God Shezmu

The grape pressing, closely
linked to the cult of Shesmu,
on the walls of Nakht's tomb
God Shezmu was the Violent  god of wine and unguent-oil promotes. Shezmu is a divinity with a double personality  who  can  both  present  cruelty  and provide  benefits.  These  contrasts  are apparent as early as the Pyramid Era and coexist down to the Roman period. He is normally  envisaged  as  hominid but in the older period of Egyptian civilization  a  lion-iconography  of  this  deity goes more popular. In the spell in the Old Kingdom pyramids where the king draws extra divine strength  by  eating  tried  deities  and powerful beings, it is Shezmu as butcher who issues them up and makes them for the monarch  on  the  evening  hearth  stones. Also in the Pyramid Texts he brings the king  grape  juice  for  wine  production. There is evidence from a bowl found near the Step Pyramid that at this clip Shezmu already had a priesthood. By the Middle Kingdom  his  fad  had  went  well tried in the Faiyum.

From  the  Coffin  Texts  there  is  the living  image  of  an  Scheol  demon who squeezes out heads like grapeshots and who  lassoes  sinners  for  the  slaughter-block. A Fantastic Papyrus (Dynasty XXI) describes this vengeful aspect of the wine-press  god  by  display  two  hawk deities twisting the net of the wine fight which  takes  three  human  heads rather  of  grapes  and  explains  to  the Egyptian  brain  the  red  beam  of  the  sky after old.

God Ash

God Ash
God Ash was God of the western Desert of Egypt accepting  the  breeding  oases,  and of Tehenu or  Libya,  first  old  on sealings from the Early Dynastic Period. Although  his  dominion  is  in  what  the Ancient  Egyptians  addressed  the  Red  Land (Deshret) as opposed to the crop-bearing silt up of the Black Land (Kemet) marching the River Nile itself, Ash is not an foreigner or a deity of alien origins. He masters the get of the oases in favor of the pharaoh gone archaeology in the Egyptian western Desert has  read  how  the  Egyptian  monarch savored the prosperity of its senior fertile depressions.  Ash  also  had  ties with vineries in the western Egyptian Nile Delta.

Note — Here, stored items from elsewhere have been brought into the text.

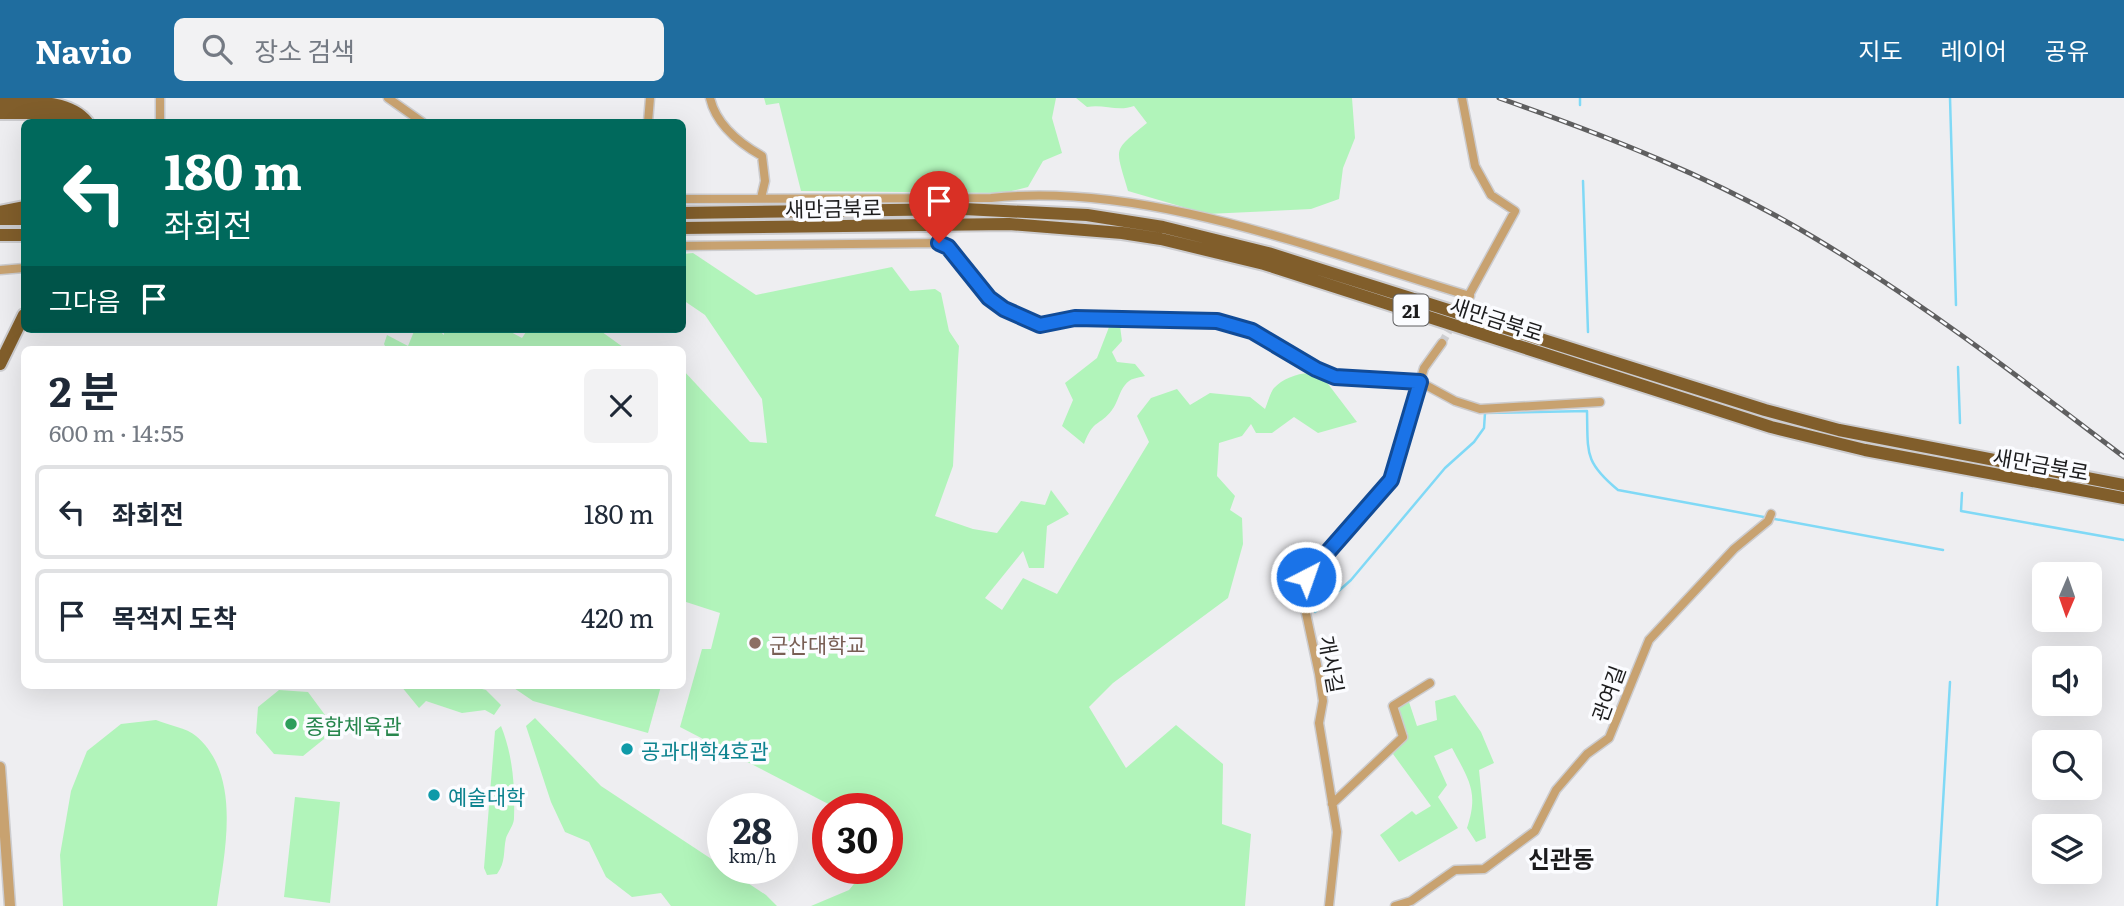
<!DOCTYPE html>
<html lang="ko">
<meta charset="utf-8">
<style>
:root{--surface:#fff;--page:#f2f2f3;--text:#1f2937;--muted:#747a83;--line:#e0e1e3;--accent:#1f6d9f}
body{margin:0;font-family:Literata,"Noto Sans KR",serif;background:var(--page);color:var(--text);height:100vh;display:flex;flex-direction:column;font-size:26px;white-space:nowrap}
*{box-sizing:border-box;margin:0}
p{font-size:23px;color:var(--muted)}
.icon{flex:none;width:38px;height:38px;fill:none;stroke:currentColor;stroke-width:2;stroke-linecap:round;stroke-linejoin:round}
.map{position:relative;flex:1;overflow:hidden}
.side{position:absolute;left:21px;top:248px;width:665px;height:343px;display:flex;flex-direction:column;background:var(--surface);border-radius:10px;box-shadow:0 7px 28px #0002}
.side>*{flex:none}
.banner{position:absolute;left:21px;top:21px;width:665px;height:214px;border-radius:10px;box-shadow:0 7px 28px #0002;background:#00695c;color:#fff;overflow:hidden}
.needle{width:46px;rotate:182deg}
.controls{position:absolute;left:2032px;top:464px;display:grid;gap:14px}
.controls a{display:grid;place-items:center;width:70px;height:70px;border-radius:10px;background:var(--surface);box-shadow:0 7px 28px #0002;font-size:35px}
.speed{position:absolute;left:707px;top:695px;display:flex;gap:14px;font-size:35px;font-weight:700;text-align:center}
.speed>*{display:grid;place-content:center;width:91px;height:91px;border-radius:50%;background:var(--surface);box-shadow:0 7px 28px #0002;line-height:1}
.speed small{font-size:18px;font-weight:400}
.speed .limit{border:10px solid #d22;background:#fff;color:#111}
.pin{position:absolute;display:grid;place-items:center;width:60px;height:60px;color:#fff;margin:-72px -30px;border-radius:50% 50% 50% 0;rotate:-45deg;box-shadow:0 0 7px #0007}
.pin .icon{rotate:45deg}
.me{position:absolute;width:77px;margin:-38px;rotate:41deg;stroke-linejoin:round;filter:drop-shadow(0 0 5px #0008)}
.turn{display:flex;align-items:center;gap:24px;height:147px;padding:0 28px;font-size:32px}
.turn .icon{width:91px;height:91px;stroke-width:2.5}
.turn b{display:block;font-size:49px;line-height:60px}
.then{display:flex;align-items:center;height:66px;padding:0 28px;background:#0003;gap:14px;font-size:26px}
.round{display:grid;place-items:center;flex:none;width:74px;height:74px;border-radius:10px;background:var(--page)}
.head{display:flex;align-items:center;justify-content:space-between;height:119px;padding:0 28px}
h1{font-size:42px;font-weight:700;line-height:52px}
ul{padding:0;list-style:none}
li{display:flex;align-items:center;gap:21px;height:94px;margin:0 14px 10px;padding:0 14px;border:4px solid var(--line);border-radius:10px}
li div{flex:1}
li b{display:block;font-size:26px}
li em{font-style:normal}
header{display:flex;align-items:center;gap:42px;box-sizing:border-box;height:98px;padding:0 35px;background:var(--accent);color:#fff}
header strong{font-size:33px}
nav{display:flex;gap:38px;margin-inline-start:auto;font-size:24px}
.search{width:490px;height:63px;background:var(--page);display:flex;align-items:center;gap:18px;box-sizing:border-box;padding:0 24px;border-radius:10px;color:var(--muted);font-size:26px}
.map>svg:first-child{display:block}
</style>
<header>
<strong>Navio</strong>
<div class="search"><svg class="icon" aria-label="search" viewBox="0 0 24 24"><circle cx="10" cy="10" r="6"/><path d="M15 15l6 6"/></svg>장소 검색</div>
<nav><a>지도</a><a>레이어</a><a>공유</a></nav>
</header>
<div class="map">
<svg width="2124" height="808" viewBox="0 0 2124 808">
<rect width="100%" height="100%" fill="#eeeef1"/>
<path fill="#b1f4ba" d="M764,0H1056L1052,20L1062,55L1043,63L1028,89L1003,95L801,93L779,5L766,7Z
M1076,0H1352L1355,40L1343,70L1339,101L1311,111L1207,116L1128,93C1115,48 1112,54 1147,25L1134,8C1118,14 1104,6 1087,9Z
M693,155L756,197L892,169L910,193L935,191L941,195L949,233L959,248L958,262L953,368L935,418L973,431L997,435L1021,403L1045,407L1051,392L1069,416L1047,428L1044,470H1029L1023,453L985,500L1002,512L1023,480L1057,496L1149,344L1137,318L1151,300L1177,291L1190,307L1210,295L1250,299L1265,311C1268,304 1270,295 1274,290C1285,278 1308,271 1322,278L1357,324L1318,335L1294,319L1272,335H1256L1251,326L1242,338L1219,345L1217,378L1235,398L1230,412L1242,420L1243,446L1228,500L1113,585L1089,609L1126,670L1176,627L1223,666L1222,726L1251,736L1245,808H811L849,792L867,770H887V745L890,741L887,739V710H836L680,629L702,551H711L720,515L683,503V272L750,344L767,345L762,301L705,217L683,202V156Z
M1111,224L1120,228L1122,243L1112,254L1117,264L1135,266L1145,278C1137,280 1130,280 1125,287C1119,294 1118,304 1112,312C1099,329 1094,320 1084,346L1062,328L1073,302L1065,285L1097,260Z
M415,231H437L444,237V231H505L522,240L528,231H598L627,252H387L384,246L387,237L408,248Z
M401,588H470L486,592L501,607L494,617L485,612L462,615L426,603L419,610Z
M511,588H661L648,635L533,603Z
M279,592L308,594L325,617L324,641L303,658L274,656L256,635L258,609Z
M1455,597L1481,634L1494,665L1479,672L1486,740L1476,744L1467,730C1479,694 1469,682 1452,650L1434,658L1447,687L1438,699L1458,730L1399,764L1380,737L1412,713L1416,717L1431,708L1393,656L1408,637L1396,610L1409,604L1417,628L1437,622L1435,603Z
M535,620L601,688L766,797L777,808H671L661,795L632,799L606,779L589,744L565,734L551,704L526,628Z
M156,622C168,627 187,630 196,638C243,678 224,756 217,808H63L60,757L71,693L87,653L121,626Z
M501,628C513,658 515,688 514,720C514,727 508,734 506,740C503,754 506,764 497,776L487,777L484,770L495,633Z
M295,699L340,704L330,805L284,799Z"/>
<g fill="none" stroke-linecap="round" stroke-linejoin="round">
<path stroke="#80d9f6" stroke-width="2.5" d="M1580,0V7
M1950,0L1956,207
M1583,83L1588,234
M1958,269L1960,325
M1962,395L1961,413L2124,442
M1315,514L1351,482L1445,370L1474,344L1484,330L1485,315L1587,313C1588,355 1584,364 1618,392L1943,452
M1937,808L1950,584"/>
<path stroke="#ceced1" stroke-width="8" stroke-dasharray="8 4" stroke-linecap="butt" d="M1442,245L1454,223"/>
<defs>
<path id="minor" d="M388,0L422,24
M710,0C716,26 739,45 762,58L765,83L761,100
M1462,0L1475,68L1491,97L1515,113L1463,208
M160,24V0
M648,24L650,0
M682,101L991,100C1145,83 1322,154 1470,198
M682,148L939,145L948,149L989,199L1004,211L1040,227L1075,220L1218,223L1252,233L1335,279L1420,284L1455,303L1480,311L1600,304
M0,172L24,170
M1332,706L1403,639L1393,608L1430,585
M1329,808L1337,734L1319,625L1323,603L1319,576L1301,492L1306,479L1391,381L1424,270L1442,245
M1395,808L1411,803L1455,772L1484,771L1535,733L1556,692L1587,656L1609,640L1649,542L1734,451L1768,423L1771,416"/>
<path id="tertiary" d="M0,669L10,808"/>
<path id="trunk" d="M0,4C28,5 68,0 87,24
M0,15H48L71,24
M0,114L24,109
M682,115L964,111L1087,117L1163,129L1268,155L1765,312L1839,332L2124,387
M0,121H24
M682,130L1009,126L1122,135L1161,141L1264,166L1771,329L1865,352L2124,400
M0,137H24
M0,266L24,217"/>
</defs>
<use href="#minor" stroke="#cccccf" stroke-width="11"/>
<use href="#tertiary" stroke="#cccccf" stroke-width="13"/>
<use href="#trunk" stroke="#cccccf" stroke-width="16"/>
<use href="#minor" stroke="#c8a270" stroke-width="8"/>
<use href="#tertiary" stroke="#c8a270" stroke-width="10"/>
<use href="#trunk" stroke="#815e2b" stroke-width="12"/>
<defs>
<path id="rail" d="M1499,0C1607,38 1715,80 1813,139C1922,204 2023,282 2124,359"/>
</defs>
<use href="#rail" stroke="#5f5f60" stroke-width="5"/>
<use href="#rail" stroke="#fbfcff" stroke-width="2.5" stroke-dasharray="8" stroke-linecap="butt"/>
</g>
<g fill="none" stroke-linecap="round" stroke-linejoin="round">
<defs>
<path id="route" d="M939,145L948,149L989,200L1004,211L1040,227L1075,220L1217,223L1252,233L1316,271L1335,279L1420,284L1391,382L1306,479"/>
</defs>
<use href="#route" stroke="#114b97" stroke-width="18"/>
<use href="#route" stroke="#1a73e8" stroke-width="12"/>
</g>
<circle fill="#8d6e63" stroke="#fbfcff" stroke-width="2.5" cx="755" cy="545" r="7"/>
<circle fill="#2e9e5b" stroke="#fbfcff" stroke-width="2.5" cx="291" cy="626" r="7"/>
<g fill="#0f9aa8" stroke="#fbfcff" stroke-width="2.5">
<circle cx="627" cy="651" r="7"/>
<circle cx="434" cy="697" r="7"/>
</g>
<g text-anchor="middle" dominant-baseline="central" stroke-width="7" stroke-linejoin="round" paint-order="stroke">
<rect fill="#fbfcff" stroke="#5f5f61" stroke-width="2" x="1393.5" y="196.5" width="35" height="31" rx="5"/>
<g font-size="19" font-weight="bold" fill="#1c1c1d">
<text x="1411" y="212">21</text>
</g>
<g font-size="21" fill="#1c1c1d" stroke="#fbfcff">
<text transform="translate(833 109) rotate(-1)">새만금북로</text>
<text transform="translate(1497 220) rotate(18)">새만금북로</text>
<text transform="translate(2041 365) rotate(10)">새만금북로</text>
<text transform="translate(1333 566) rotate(80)">개사길</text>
<text transform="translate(1607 595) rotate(-70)">관여길</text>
</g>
<g font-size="21" fill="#785e54" stroke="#fbfcff" text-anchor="start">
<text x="769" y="545">군산대학교</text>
</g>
<g font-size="21" fill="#27864d" stroke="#fbfcff" text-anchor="start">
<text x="305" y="626">종합체육관</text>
</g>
<g font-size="21" fill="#0d838f" stroke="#fbfcff" text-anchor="start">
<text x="641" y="651">공과대학4호관</text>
<text x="448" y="697">예술대학</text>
</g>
<g font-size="24" font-weight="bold" fill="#1c1c1d" stroke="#fbfcff">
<text x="1561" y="759">신관동</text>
</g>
</g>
</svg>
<div class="controls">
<a><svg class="needle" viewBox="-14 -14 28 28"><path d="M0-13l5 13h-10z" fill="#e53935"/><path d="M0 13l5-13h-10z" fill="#747a83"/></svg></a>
<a><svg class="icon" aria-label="sound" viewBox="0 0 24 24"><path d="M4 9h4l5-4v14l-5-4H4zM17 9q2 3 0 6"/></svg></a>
<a><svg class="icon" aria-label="search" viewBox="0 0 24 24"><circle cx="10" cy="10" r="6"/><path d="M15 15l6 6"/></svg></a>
<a><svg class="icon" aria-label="layers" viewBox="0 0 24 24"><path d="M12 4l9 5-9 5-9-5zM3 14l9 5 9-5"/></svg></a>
</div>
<div class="speed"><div>28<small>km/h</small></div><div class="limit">30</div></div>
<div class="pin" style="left:939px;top:145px;background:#d93025"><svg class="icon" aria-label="arrive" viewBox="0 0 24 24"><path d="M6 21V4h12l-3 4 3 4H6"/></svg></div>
<svg class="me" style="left:1306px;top:479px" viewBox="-20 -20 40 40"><circle r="17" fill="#1a73e8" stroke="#fff" stroke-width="3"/><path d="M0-11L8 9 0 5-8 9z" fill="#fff"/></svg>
<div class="banner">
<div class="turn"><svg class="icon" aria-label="left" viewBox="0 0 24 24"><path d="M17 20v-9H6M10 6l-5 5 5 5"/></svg><div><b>180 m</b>좌회전</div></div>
<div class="then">그다음<svg class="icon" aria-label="arrive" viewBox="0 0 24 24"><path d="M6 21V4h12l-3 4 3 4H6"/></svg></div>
</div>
<section class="side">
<div class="head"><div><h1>2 분</h1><p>600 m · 14:55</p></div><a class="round"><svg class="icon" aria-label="close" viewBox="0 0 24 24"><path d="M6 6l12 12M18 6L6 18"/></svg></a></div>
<ul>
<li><svg class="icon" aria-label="left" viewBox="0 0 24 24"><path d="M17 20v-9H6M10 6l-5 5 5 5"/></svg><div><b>좌회전</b></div><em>180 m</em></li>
<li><svg class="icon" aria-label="arrive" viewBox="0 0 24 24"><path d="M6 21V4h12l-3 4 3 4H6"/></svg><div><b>목적지 도착</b></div><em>420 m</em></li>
</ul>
</section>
</div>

His work is normally anthropomorphic as  attested,  e.g.  in  a  backup  from  a temple of King Sahura (Dynasty V). He can as well be  showed  with  the  head  of  a  hawk. As master of the desert an plain identification was made between Ash and Seth as early as Dynasty II. This connexion was main because Ash, it would seem, was the original god of Ombos in Upper Egypt  before  the reaching of Seth as its major deity  so an epithet  of  Ash  being  nebuty or he  of Nebut.

God Bes

God Bes
God Bes was a house god (a deity worshiped primarily at home, as defended to temple ceremonies) connected to childbirth who was first revered in Egypt during the New Kingdom. Egyptologists discord on where Bes might have developed, but Babylonia or Punt (a foreign land that might have been located in Sudan or Ethiopia) seem the most likely nominees. Egyptologists also discord on how Bes came to be linked with childbirth, particularly since the deity was saw as male. The two prevailing theories, however, relate to the deitys appearance. In many depictions, taking on Ptolemaic Period statues and birthing-room wall art, Bes was a hideous, bearded shadow with game legs. Some Egyptologists consider that these disfigurements made Bes a visible internal representation  of  a  pregnant  womans worst concerns for her child. Others believe that  the  god's  role  was  as  a  guardian whose malformations would frighten devils away from the child about to be born. It does seem that women in labor named on Bes for good luck and that he was saw a kindly deity. He was likewise said to dance with a tambourine to keep evil spirits out, and many young children wore pendants  with  his  likeness  to  have  this same protection.

God Dedun

God Dedun on the left side crowning Tuthmose II
God Dedun was an Egyptian god, lord and  giver  of  cense. To  the  monarch, Dedun  gets the  peoples and riches  of southwest lands. He was usually portrayed in human guise, but, like  Arsnuphis, he could as well assume the form of a lion.

God Dedun was good by King Tuthmosis III (1479-1425 B.C.E.) of the 18th Dynasty, Tuthmosis developed a temple at Semna for the worship of Dedun, apparently  designated  as  a  testimonial  to  pacify  the  local  inhabitants  and  to  establish  a  resonance  with  the  region.  The temple  also  served  as  a  repository  to  the  troops  of  the noted  Medjay during  the  conflict  with  the  Asiatics  in Egypt Delta.

Pillars of Shu

Pillars of Shu were cosmogonic structures  in Egyptian cults, four columns that suffered the heavens, named Pet. The Pillars of Shu stood at all corner of the rectangular organization of heaven and were guarded by the Sons  of  Horus, ( Imsety,  Hapi, Qebehsennuf , and Duamutef). These spiritual beings also cautious the Canopic Jars of the went in graves.